Downing served for 12 years with the pro-abortion group Advocates for Youth and was a member of the Association of Reproductive Health Professionals (ARHP), according to his LinkedIn page. An archived webpage of ARHP reveals he was also a director. ARHP was originally founded as The American Association of Planned Parenthood Physicians (AAPPP) in 1963 by Planned Parenthood president Alan Guttmacher, and has gone through multiple name changes. The official journal of the ARHP along with and the Society of Family Planning is the Journal Contraception — hardly an unbiased publication.
In addition, Downing currently serves as advisor to BirthControlPharmacist.com, founded by Dr. Sally Rafie with help from a grant from the Society for Family Planning. That organization also offers continuing education courses to pharmacists for medication abortion.

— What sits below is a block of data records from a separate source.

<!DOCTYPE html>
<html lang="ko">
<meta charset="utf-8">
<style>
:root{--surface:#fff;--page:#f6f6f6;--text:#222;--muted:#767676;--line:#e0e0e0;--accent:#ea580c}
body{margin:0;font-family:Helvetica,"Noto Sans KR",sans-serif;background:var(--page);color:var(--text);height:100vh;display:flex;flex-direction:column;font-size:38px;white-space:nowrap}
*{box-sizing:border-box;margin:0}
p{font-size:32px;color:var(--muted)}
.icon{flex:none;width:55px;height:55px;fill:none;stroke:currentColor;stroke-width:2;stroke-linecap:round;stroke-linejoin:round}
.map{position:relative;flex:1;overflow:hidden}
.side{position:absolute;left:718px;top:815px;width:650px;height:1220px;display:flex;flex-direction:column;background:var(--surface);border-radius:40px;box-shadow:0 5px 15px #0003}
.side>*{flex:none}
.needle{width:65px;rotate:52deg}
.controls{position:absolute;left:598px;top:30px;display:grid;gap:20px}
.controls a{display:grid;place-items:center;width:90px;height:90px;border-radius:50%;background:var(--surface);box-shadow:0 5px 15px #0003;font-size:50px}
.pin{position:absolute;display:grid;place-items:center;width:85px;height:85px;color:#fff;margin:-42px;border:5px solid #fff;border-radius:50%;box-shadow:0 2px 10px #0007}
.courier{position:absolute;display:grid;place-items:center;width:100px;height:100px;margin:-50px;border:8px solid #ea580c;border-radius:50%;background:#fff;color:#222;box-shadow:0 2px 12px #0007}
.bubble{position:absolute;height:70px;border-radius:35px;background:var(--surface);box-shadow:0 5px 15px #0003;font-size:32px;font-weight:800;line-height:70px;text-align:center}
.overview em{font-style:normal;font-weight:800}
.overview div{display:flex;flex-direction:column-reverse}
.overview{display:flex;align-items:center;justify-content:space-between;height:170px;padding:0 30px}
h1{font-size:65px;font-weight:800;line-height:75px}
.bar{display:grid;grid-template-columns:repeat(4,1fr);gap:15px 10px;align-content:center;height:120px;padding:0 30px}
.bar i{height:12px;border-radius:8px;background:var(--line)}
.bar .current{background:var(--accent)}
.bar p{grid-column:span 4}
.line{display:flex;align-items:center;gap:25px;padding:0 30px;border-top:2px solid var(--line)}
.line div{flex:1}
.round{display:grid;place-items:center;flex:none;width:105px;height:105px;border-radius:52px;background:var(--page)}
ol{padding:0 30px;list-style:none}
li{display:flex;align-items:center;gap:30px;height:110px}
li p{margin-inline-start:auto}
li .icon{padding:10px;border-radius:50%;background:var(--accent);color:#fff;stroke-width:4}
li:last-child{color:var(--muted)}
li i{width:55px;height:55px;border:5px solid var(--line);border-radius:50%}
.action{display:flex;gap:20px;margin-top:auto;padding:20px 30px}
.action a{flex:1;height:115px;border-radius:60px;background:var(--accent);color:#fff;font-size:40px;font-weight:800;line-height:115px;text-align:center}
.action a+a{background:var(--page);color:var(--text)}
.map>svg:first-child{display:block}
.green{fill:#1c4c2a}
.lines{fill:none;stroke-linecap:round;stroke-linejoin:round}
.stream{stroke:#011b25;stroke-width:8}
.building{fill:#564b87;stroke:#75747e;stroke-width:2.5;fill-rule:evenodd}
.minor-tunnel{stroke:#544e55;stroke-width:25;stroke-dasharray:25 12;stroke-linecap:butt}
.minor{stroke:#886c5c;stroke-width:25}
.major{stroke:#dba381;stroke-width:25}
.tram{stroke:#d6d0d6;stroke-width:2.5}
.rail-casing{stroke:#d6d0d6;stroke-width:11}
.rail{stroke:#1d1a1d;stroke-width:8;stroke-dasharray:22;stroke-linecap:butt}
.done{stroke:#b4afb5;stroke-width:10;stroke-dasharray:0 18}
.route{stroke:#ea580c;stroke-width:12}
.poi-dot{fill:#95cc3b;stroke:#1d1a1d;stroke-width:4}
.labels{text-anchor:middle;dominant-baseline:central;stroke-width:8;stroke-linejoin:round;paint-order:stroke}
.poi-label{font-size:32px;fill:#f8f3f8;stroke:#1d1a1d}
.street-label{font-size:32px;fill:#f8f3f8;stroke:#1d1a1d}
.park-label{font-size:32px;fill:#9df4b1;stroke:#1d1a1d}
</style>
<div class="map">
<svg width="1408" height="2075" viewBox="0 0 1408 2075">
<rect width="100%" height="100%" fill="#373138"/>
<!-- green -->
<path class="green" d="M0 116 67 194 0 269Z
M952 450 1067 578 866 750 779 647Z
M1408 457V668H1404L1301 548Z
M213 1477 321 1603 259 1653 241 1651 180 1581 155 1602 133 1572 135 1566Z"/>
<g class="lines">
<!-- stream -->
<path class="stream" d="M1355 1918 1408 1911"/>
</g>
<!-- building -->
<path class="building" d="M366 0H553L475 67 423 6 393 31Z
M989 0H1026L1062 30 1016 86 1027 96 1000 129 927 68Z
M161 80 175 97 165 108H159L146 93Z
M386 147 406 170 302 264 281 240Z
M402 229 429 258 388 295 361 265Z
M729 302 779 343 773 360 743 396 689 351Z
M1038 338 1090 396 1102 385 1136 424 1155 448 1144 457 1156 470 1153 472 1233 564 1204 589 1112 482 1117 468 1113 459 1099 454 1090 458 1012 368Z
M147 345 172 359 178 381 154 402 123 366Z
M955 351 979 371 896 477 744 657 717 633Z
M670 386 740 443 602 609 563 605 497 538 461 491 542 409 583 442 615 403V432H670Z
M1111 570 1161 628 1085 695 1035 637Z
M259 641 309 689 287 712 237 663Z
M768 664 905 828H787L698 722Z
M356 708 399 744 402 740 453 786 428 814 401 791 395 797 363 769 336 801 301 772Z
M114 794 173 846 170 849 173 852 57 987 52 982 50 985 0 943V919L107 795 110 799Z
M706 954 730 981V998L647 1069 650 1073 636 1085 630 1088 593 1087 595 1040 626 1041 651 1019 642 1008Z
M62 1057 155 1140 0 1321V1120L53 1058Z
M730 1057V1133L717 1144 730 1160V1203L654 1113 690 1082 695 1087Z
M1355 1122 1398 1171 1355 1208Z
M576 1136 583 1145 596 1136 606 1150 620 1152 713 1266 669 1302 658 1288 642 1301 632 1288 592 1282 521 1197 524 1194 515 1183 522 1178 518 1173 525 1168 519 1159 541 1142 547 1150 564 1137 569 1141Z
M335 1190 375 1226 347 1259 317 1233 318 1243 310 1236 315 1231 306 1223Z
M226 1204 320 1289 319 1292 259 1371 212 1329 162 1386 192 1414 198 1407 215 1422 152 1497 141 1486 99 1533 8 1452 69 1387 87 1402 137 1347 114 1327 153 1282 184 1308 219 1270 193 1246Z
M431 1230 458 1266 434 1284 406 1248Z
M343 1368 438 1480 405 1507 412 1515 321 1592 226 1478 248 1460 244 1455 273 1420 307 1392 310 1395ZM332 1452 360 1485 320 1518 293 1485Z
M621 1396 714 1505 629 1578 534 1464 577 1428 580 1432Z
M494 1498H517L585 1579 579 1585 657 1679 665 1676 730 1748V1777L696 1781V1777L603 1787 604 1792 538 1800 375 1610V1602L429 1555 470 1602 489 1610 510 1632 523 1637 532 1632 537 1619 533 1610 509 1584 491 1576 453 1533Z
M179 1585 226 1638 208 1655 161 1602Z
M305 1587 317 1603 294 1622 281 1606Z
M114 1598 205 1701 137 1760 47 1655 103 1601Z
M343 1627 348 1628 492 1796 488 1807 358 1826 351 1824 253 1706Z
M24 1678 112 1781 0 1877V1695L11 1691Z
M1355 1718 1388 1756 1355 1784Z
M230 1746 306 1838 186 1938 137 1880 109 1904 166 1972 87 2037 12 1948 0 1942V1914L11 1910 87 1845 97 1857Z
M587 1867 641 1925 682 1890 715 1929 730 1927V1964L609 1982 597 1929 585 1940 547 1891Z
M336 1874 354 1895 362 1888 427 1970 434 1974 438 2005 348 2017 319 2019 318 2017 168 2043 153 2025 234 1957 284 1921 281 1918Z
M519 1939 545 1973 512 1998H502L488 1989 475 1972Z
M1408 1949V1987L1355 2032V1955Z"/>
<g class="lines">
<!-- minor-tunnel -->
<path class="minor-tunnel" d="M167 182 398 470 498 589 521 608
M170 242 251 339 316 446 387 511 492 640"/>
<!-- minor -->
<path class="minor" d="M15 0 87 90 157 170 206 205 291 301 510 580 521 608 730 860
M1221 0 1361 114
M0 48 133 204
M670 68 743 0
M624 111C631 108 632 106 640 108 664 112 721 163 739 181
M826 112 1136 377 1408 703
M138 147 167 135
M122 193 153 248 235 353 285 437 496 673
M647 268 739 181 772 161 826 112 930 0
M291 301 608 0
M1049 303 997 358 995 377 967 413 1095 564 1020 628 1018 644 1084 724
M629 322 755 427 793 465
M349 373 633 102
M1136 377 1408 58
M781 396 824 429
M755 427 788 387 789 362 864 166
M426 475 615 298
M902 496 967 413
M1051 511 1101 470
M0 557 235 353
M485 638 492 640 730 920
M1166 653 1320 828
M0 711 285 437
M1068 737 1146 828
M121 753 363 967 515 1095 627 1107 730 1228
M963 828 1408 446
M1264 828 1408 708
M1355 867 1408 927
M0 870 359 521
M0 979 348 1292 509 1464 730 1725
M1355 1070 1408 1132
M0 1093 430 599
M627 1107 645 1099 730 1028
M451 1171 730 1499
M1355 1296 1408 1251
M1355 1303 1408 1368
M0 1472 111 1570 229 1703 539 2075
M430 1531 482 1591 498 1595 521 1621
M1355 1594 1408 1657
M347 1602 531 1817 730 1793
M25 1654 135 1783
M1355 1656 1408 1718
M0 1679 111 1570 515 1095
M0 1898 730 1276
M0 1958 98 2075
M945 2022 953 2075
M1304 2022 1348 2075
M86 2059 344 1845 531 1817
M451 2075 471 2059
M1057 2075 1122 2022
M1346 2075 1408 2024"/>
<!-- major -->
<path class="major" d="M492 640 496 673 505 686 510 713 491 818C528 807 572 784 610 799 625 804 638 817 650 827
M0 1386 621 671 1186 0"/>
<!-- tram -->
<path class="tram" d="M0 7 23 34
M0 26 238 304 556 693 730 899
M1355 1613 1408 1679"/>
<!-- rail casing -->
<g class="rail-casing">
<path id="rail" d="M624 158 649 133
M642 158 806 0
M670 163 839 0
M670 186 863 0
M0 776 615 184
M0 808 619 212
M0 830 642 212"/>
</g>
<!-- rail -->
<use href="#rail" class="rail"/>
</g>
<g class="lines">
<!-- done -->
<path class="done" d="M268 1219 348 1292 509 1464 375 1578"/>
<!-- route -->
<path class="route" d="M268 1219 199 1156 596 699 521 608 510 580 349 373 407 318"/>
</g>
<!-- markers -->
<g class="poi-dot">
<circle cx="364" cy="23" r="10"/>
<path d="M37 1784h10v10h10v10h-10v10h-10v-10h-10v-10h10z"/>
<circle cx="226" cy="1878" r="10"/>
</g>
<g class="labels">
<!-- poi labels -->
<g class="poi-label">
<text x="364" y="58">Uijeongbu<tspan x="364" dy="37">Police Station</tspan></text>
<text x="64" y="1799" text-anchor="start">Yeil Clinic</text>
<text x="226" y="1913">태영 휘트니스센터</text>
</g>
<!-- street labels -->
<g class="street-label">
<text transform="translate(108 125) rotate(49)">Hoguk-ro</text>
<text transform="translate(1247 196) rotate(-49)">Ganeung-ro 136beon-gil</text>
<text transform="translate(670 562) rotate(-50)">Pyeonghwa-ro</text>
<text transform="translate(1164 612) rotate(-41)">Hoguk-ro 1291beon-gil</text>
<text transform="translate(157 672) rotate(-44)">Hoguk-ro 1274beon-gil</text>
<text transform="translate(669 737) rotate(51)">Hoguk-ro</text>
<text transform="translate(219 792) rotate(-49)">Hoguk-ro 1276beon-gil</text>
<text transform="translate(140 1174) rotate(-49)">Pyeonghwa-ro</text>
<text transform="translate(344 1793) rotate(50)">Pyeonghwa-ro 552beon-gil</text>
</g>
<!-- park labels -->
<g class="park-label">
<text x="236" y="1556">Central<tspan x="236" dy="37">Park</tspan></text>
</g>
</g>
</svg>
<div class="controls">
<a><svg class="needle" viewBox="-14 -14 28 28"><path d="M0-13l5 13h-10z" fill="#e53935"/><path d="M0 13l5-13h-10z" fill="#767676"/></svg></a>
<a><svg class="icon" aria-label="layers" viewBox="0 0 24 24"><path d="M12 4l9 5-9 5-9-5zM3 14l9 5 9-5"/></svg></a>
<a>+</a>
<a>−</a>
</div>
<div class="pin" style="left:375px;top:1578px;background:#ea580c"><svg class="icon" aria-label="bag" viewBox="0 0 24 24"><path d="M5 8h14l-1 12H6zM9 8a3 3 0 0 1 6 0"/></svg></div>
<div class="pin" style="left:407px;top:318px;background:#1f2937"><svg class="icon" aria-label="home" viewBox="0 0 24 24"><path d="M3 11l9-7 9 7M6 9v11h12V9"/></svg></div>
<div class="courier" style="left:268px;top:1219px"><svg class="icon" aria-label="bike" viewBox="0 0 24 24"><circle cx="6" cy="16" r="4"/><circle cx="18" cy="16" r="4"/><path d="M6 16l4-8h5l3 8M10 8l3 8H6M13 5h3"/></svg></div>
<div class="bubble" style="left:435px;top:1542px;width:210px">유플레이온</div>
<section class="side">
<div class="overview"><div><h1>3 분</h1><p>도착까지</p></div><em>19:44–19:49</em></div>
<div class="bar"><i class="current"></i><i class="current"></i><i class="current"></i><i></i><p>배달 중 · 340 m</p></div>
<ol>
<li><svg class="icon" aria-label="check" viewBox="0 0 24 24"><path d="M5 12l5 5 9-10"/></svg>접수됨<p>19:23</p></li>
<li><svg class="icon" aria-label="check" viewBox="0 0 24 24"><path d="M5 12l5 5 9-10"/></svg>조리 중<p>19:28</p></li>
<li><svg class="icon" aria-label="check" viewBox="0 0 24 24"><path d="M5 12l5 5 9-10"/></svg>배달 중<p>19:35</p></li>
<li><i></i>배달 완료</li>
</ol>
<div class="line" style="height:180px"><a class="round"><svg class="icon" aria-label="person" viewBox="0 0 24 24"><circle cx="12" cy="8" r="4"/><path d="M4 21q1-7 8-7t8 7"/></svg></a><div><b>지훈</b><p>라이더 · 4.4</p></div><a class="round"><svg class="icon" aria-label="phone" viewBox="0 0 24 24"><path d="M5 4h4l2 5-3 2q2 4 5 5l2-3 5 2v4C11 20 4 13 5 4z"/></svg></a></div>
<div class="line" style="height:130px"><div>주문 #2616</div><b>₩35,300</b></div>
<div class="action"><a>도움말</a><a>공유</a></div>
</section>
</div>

Downing is a recipient of the Felicia Stewart Award for Lifetime Achievement. Stewart founded the pro-abortion Advancing New Standards in Reproductive Health (ANSIRH) which publishes workbooks on abortion training. Stewart was previously awarded by the eugenics founded Population Council, which brought the abortion pill to the United States and set up Danco. Stewart also served on the executive committee of the ARHP, boards of NARAL and the National Abortion Federation and was medical director and staff physician at Planned Parenthood facilities in California.
Downing has conducted research with funding from “agencies such as the U.S. Agency for International Development, the National Institutes of Health, Advocates for Youth and the Packard Foundation” UW News claimed.
In 2019, Downing signed an open letter which advocated that “medication abortion would be widely available in the United States without medically unnecessary restrictions on distribution.”
Downing is employed by the University of Washington (UW) which is funded by the Buffett and Packard Foundations. UW’s programs dispense the abortion pill and commit first- and second-trimester surgical abortions at the Women’s Health Care Center at UW Medical Center – Roosevelt.
The University also offers “[t]eaching and mentoring skills through engagement with the Ryan Residency Training Program” and “Training in complex contraception and abortion care through the Family Planning Fellowship.”
Media reports indicate that Downing plans to guide “pharmacists through a ‘no-test’ protocol designed for evaluating patients remotely, without the need for ultrasound, pelvic exam or bloodwork.”
But that “protocol” does not have the woman’s best interests in mind.
Instead, “no-test” eliminates all labs, bloodwork, and testing, and can result in missing potentially dangerous ectopic pregnancies, failing to identify RH negative blood, and prescribing the drug well past FDA limits, when failures are statistically greater.